WHAT TO PRODUCE: Which lines in the data below contain the word "linecap"? Pull each of them out.

RECORDS FOR THE TASK:

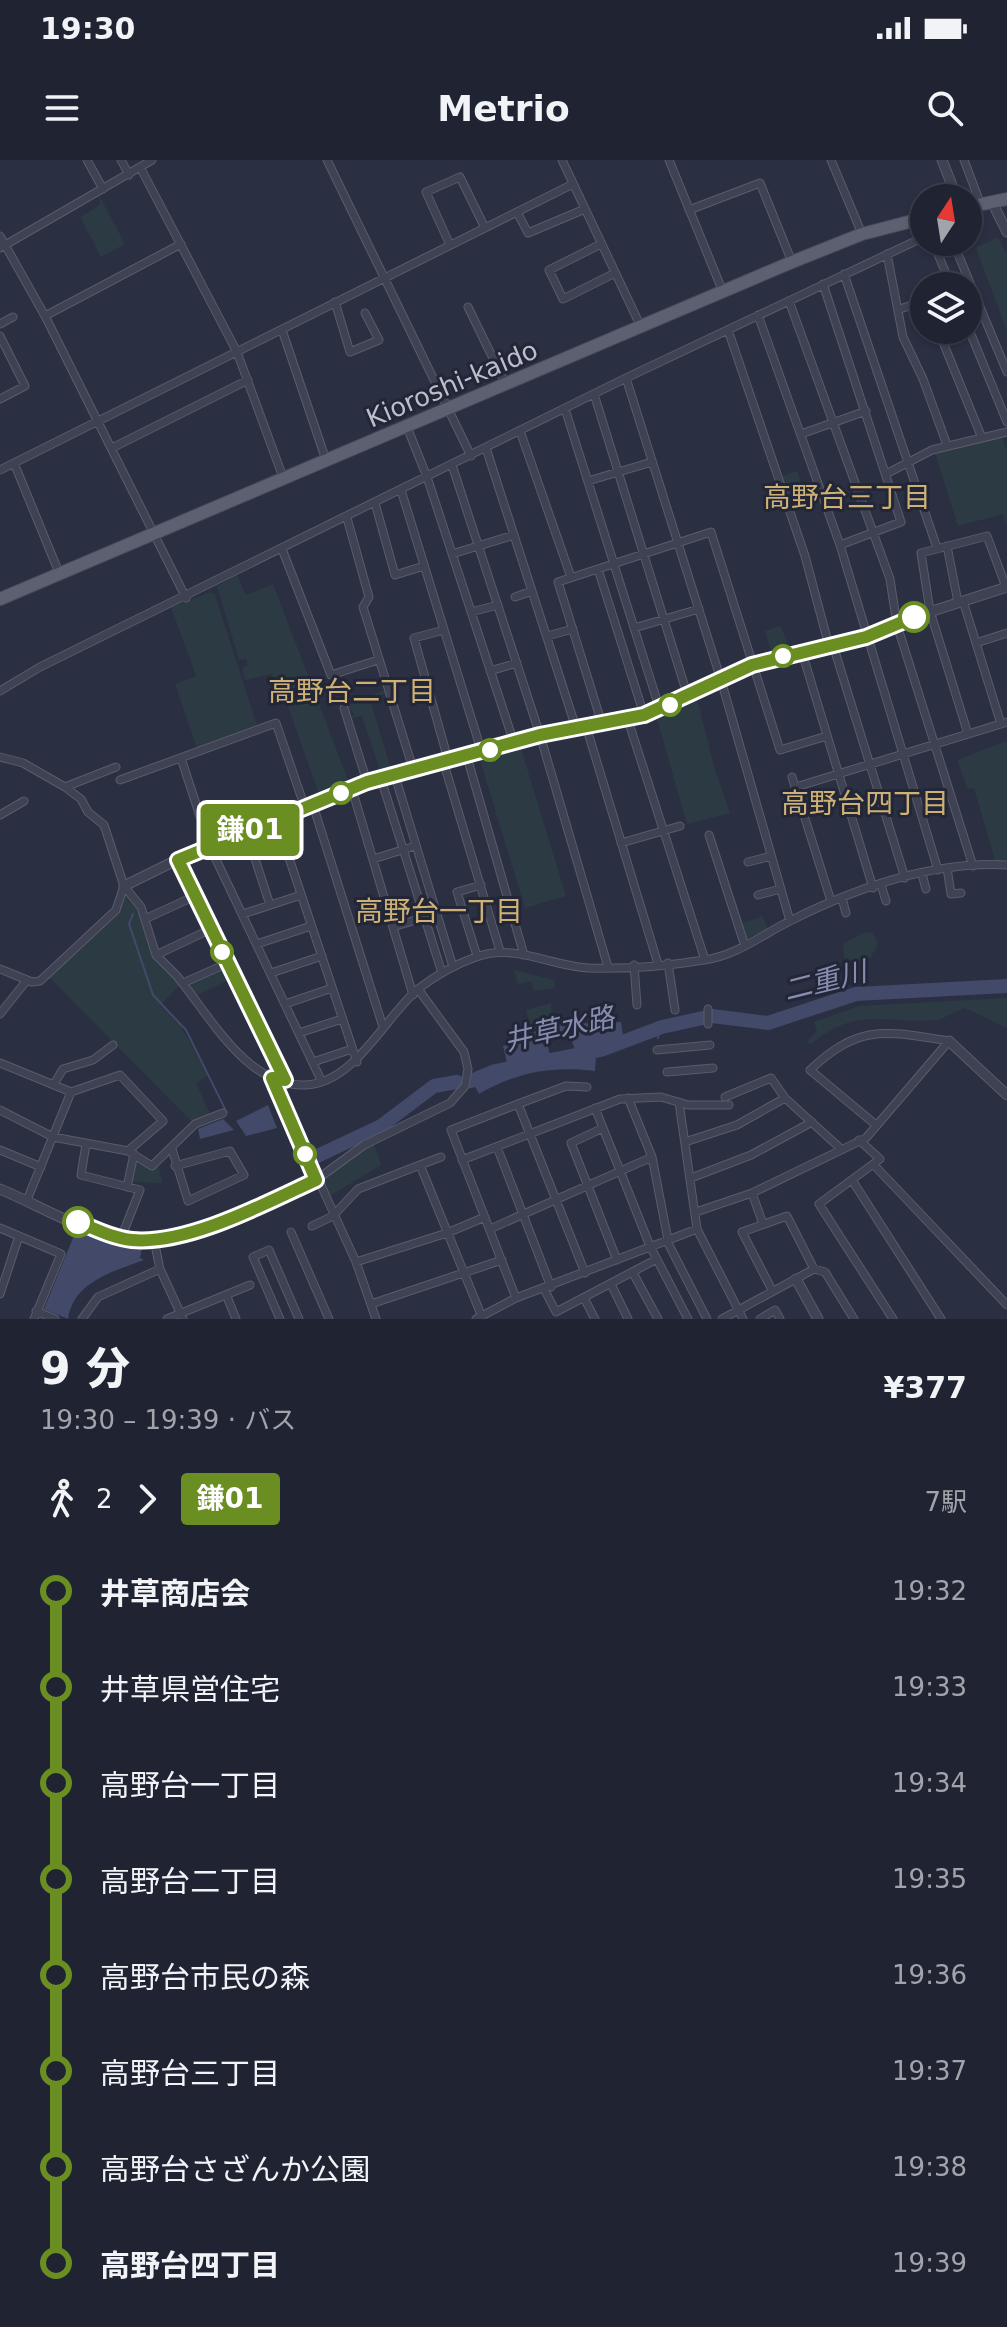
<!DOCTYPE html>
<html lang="ja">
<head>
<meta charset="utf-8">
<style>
	body { margin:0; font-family:"DejaVu Sans","Noto Sans JP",sans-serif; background:#282b3a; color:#f1f3f6; height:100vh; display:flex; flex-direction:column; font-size:30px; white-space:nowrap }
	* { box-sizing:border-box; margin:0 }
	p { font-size:26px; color:#a2a4ac }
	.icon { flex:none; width:44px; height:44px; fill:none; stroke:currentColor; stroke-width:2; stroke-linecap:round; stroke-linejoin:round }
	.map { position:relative; height:1159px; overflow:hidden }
	.drawer { display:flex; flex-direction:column; background:#202332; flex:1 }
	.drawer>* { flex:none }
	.badge { padding:0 16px; border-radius:6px; font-size:28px; line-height:52px }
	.needle { width:52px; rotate:12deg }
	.controls { position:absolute; left:910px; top:24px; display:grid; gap:16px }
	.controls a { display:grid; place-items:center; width:72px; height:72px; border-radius:50%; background:#202332; box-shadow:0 2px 6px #0004,0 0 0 2px #3d404d; font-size:40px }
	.map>.badge { position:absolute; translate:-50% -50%; box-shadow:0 0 0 4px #fff }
	.legs { display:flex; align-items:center; gap:12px; height:88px; padding:0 40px; font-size:26px }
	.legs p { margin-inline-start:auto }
	.summary { display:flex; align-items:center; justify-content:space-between; height:136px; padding:0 40px }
	h1 { font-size:44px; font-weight:800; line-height:60px }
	ul { padding:0 40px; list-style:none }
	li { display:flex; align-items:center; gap:28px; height:96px; font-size:30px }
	li i { display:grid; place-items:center; width:12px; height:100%; margin:0 10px; background:currentColor }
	li i::after { content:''; width:20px; height:20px; margin:-10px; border:6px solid; border-radius:50%; background:#202332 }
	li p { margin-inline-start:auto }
	li:first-child i { background:linear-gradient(#0000 50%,currentColor 0) }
	li:last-child i { background:linear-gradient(currentColor 50%,#0000 0) }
	.status { display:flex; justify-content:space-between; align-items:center; height:56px; padding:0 40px; background:#202332; direction:ltr }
	.status svg { height:22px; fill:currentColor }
	header { display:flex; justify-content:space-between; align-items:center; height:104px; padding:0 40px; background:#202332; font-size:36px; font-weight:800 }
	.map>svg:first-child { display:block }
	.green { fill:#2c3b43 }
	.water { fill:#424969 }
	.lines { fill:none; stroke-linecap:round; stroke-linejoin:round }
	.stream { stroke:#424969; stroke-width:2 }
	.river { stroke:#424969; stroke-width:14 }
	.minor-casing { stroke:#5a5c6c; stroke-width:9 }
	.tertiary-casing { stroke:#5a5c6c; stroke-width:11 }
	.primary-casing { stroke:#484b5b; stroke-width:14 }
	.minor { stroke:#3e4252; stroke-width:7 }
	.tertiary { stroke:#3e4252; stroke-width:9 }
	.primary { stroke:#5d6071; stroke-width:12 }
	.line-1-casing { stroke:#fff; stroke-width:18 }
	.line-1 { stroke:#6b8e23; stroke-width:12 }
	.stop-1-dot { fill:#fff; stroke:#6b8e23; stroke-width:4 }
	.labels { text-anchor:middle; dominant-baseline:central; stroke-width:6; stroke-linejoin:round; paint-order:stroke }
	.street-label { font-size:26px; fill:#bcbecb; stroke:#232637 }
	.neighbourhood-label { font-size:28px; fill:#cdb175; stroke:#232637 }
	.water-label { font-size:28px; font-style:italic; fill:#868eb0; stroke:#232637 }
</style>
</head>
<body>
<div class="status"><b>19:30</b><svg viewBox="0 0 49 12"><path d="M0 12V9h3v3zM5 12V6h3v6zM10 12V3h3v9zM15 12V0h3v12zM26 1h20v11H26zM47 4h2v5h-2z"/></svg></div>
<header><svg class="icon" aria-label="menu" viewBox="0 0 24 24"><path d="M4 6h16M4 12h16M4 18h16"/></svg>Metrio<svg class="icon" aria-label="search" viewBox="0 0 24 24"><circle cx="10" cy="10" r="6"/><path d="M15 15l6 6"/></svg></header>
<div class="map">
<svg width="1007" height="1159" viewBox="0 0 1007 1159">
	<rect width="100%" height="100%" fill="#2a2f42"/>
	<path class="green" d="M99 35 125 84 101 97 80 57 100 45Z
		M998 77 1007 95V171L976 88Z
		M1002 277 1007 291V367L1003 354 958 366 935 293Z
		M797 311 804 333 790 337 783 316Z
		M237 415 246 435 273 424 350 625 320 637 281 527 275 526 272 514 245 520 242 508 248 505 246 499 239 500 217 426Z
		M211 432 215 435 257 565 197 588 175 524 196 516 171 447Z
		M781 466 790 491 772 494 765 471Z
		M384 530 385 533 370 540 392 612 381 614 362 556 350 559 354 554 346 546Z
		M697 539 714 607 730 653 687 664 656 555Z
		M1007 581V703L995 700 974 628 968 629 957 600Z
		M520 585 566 736 525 748 479 597Z
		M125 731 139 748 153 796 180 825 160 845 179 863 208 915 196 923 210 954 193 963 49 817 117 754Z
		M762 756 768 769 746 779 741 764Z
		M865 772 873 773 878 784 871 797 856 803 844 797 843 784Z
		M222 809 230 819 198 835 191 827V823Z
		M514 810 554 820 555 828 534 831 531 821 518 824Z
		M1007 838V868L965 848C955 850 946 859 936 860 883 864 857 845 810 885L807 881 817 871 814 862 859 846Z
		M551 843V862L542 863 531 873 526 850Z
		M374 983 381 1005 328 1037 321 1019Z
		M139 1001 158 1005 163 1023 130 1022 135 1002Z"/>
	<path class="water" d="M621 862 623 876 575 891 569 871 546 876 550 896 507 903 503 886 529 877 542 865Z
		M596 896 595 911C552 906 517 912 479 934L474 925 499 915Z
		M268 945 277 968 246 976 236 961Z
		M223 959 234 970 200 979 198 969Z
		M77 1068 106 1082 142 1088 140 1098 144 1100C114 1111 73 1122 68 1159L44 1149Z"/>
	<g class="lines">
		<path class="stream" d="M133 754 129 764 153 835 186 870 225 949
			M658 878 659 868"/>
		<path class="river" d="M471 921 495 911 601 890 662 867 712 856 768 863 856 834 1007 826
			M313 998 381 966 434 926 457 922"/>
		<defs>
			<path id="minor" d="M87 0 103 29
				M121 0 129 15
				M327 0 471 296
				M562 0 641 167
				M669 0 723 132
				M831 0 862 74
				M964 0 981 45
				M140 7 237 192 284 320
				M689 50 760 23 792 102
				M517 52 528 73 585 49
				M0 76 45 156 186 438
				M933 82 951 126
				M953 82 1007 212
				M601 84 549 110 563 139 615 113
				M450 85 426 32 460 17 485 68
				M0 88 152 0
				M887 94 903 177 923 219 947 285
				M844 114 937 388
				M823 124 901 362 840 385
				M789 141 890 419 897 465 973 706
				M335 142 350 192 379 180 365 153
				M468 147 506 225
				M900 149 924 141
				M758 155 840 385 938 710
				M45 156 181 84
				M0 164 13 157
				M968 167 1007 262
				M282 170 326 300
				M728 170 805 396 829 486
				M938 170 982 278
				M0 176 25 226 0 239
				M626 218 721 520 790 761
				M594 234 688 537
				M565 249 660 550
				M407 267 427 317 514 583
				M520 271 571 417
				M801 274 866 251
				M112 288 248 220
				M486 288 576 568
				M14 303 60 415
				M452 305 540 575 608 807
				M0 310 573 24
				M886 314 932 290 1007 272
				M588 321 652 302
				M401 330 482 593
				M375 343 395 415 424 406
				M347 358 369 437 363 447 414 612
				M947 386 958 442
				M282 389 331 515 378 500
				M452 394 514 375
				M598 409 644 555
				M515 437 532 431
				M963 441 1001 564
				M471 452 498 445
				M634 468 699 449
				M444 470 414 478 449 603
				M547 476 573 469
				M976 483 1007 473
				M833 485 905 718
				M802 492 873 728
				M490 511 517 503
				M0 531 40 507 626 218 924 77
				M344 548 367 622
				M628 560 705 800
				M602 564 558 422 711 372 780 590 827 576
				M586 566 658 804
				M968 574 930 451 921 393 987 376 1006 427
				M0 597 23 603 65 627 81 639 88 652 104 665 124 726 141 747 156 795 176 815C209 854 246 927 305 925 354 924 385 857 418 829 435 816 456 804 476 797 514 783 551 806 589 808 626 809 668 806 704 800 736 796 763 774 792 760 856 728 934 701 1007 705
				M467 597 524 795
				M181 598 210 687 321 920
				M444 604 500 791
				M395 616 453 807
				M792 617 831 741
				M381 619 442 813
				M120 620 276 563 305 648
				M65 627 116 607
				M796 627 1007 562
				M352 629 413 835
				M313 645 383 867
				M0 655 24 641
				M276 659 357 902
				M246 671 270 745
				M709 675 745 786
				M621 683 680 666
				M373 699 415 686
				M748 702 771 696
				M947 708 951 734 961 733
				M922 714 926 729
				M881 725 886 741
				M758 735 781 729
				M842 738 846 753
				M243 754 301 735
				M145 759 195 736
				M393 767 422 758
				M257 784 311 766
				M156 795 211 769
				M477 796 457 732 481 725
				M668 803 675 850
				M634 805 637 845
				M0 809 32 822 40 821 116 750 124 726
				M271 813 322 796
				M183 823 228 803
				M285 844 332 828
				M708 849V864
				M0 854 27 820
				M299 873 342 859
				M657 890 710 885
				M313 902 352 889
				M0 903 71 932 120 915 163 961 128 991
				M667 912 713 908
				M272 918 356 1102 376 1159
				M54 924 63 909 93 900 113 885
				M725 937 771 918 785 938 840 988
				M628 938 652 997 669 1085 707 1159
				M679 942 697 1069 743 1159
				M518 944 566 926 587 927
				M595 948 650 1086 688 1159
				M0 950 53 977 128 991 152 1006 195 964 223 953
				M876 965 810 910C860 863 886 871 949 881
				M603 968 571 983 617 1100
				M859 980 880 999 819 1044 893 1159
				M685 982 737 965 785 938
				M86 984 81 1015 140 1030 121 1078
				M497 987 551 1127
				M172 989 188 1041 244 1015 230 991 175 1006
				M0 990 41 1007
				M462 1000 620 939 661 937 688 945H729
				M420 1005 441 997
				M874 1005 1007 1145
				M691 1018 751 995 812 962
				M316 1020 364 985 450 943 465 926 468 909 464 892 418 829
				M852 1020 941 1159
				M127 1027 134 994
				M752 1033 763 1064
				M27 1040 71 932
				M696 1052 752 1033 866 978 949 881
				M312 1066 333 1056 358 1029 420 1005 482 1157
				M0 1068 61 1094 34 1159
				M490 1069 652 997
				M291 1072 329 1159
				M154 1080 160 1109 183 1159
				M356 1102 447 1073 485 1057
				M633 1113 658 1159
				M611 1124 628 1159
				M544 1129 556 1152 657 1099
				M772 1130 742 1072 787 1056 814 1109
				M0 1134 19 1076
				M227 1137 236 1159
				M516 1138 451 970 518 944 585 1113
				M584 1138 595 1159
				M371 1144 502 1100
				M36 1151 55 1159
				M82 1159 98 1137 160 1109
				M167 1159 250 1125
				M280 1159 253 1097 269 1090 299 1159
				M476 1159 516 1138 697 1069
				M722 1159 814 1109 825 1112 854 1159
				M760 1159 775 1150 780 1159"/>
			<path id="tertiary" d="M942 0 957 38
				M992 42 1007 72
				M178 700 285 920
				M124 726 181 698 367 622 540 575 644 555 752 505 866 477 914 457 1007 427
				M949 881 1007 935
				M0 1029C41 1046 87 1075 131 1080 187 1086 265 1043 316 1020
				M796 1119 818 1159"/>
			<path id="primary" d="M968 47 1007 39
				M0 439 792 102 862 74 924 58"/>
		</defs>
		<use href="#minor" class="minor-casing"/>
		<use href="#tertiary" class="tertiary-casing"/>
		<use href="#primary" class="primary-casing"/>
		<use href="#minor" class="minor"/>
		<use href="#tertiary" class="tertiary"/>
		<use href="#primary" class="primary"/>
	</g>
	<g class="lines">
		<defs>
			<path id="line-1" d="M78 1062C95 1069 113 1078 132 1080 188 1085 266 1043 316 1020L272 918 285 920 178 700 367 622 540 575 644 555 752 505 866 477 914 457"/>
		</defs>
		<use href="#line-1" class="line-1-casing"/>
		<use href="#line-1" class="line-1"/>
	</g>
	<g class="stop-1-dot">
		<circle cx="914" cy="457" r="14"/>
		<circle cx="783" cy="496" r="10"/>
		<circle cx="670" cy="545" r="10"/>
		<circle cx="490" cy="590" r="10"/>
		<circle cx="341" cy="633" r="10"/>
		<circle cx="222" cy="792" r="10"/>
		<circle cx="305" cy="994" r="10"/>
		<circle cx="78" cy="1062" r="14"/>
	</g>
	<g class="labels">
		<g class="street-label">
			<text transform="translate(452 224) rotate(-23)">Kioroshi-kaido</text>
		</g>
		<g class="neighbourhood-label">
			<text x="847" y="337">高野台三丁目</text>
			<text x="352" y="531">高野台二丁目</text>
			<text x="865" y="643">高野台四丁目</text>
			<text x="439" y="751">高野台一丁目</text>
		</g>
		<g class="water-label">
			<text transform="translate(825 821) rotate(-14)">二重川</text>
			<text transform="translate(559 869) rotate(-13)">井草水路</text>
		</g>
	</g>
</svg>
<div class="controls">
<a><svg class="needle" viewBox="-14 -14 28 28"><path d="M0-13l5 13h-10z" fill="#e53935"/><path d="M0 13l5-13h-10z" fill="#a2a4ac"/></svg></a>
<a><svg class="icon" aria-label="layers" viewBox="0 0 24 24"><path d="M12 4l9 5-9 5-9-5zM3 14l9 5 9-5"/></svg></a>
</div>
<b class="badge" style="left:250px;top:670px;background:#6b8e23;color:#fff">鎌01</b>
</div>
<section class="drawer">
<div class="summary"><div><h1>9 分</h1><p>19:30 – 19:39 · バス</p></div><b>¥377</b></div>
<div class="legs"><svg class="icon" aria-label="walk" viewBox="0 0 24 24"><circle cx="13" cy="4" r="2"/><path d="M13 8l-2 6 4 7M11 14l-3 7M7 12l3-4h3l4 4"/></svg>2<svg class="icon" aria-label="forward" viewBox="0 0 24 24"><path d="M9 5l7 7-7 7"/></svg><b class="badge" style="background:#6b8e23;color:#fff">鎌01</b><p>7駅</p></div>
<ul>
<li><i style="color:#6b8e23"></i><b>井草商店会</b><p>19:32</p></li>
<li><i style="color:#6b8e23"></i><span>井草県営住宅</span><p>19:33</p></li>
<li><i style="color:#6b8e23"></i><span>高野台一丁目</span><p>19:34</p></li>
<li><i style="color:#6b8e23"></i><span>高野台二丁目</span><p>19:35</p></li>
<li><i style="color:#6b8e23"></i><span>高野台市民の森</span><p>19:36</p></li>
<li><i style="color:#6b8e23"></i><span>高野台三丁目</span><p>19:37</p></li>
<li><i style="color:#6b8e23"></i><span>高野台さざんか公園</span><p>19:38</p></li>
<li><i style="color:#6b8e23"></i><b>高野台四丁目</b><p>19:39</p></li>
</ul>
</section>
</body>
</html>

RESPONSE:
	.icon { flex:none; width:44px; height:44px; fill:none; stroke:currentColor; stroke-width:2; stroke-linecap:round; stroke-linejoin:round }
	.lines { fill:none; stroke-linecap:round; stroke-linejoin:round }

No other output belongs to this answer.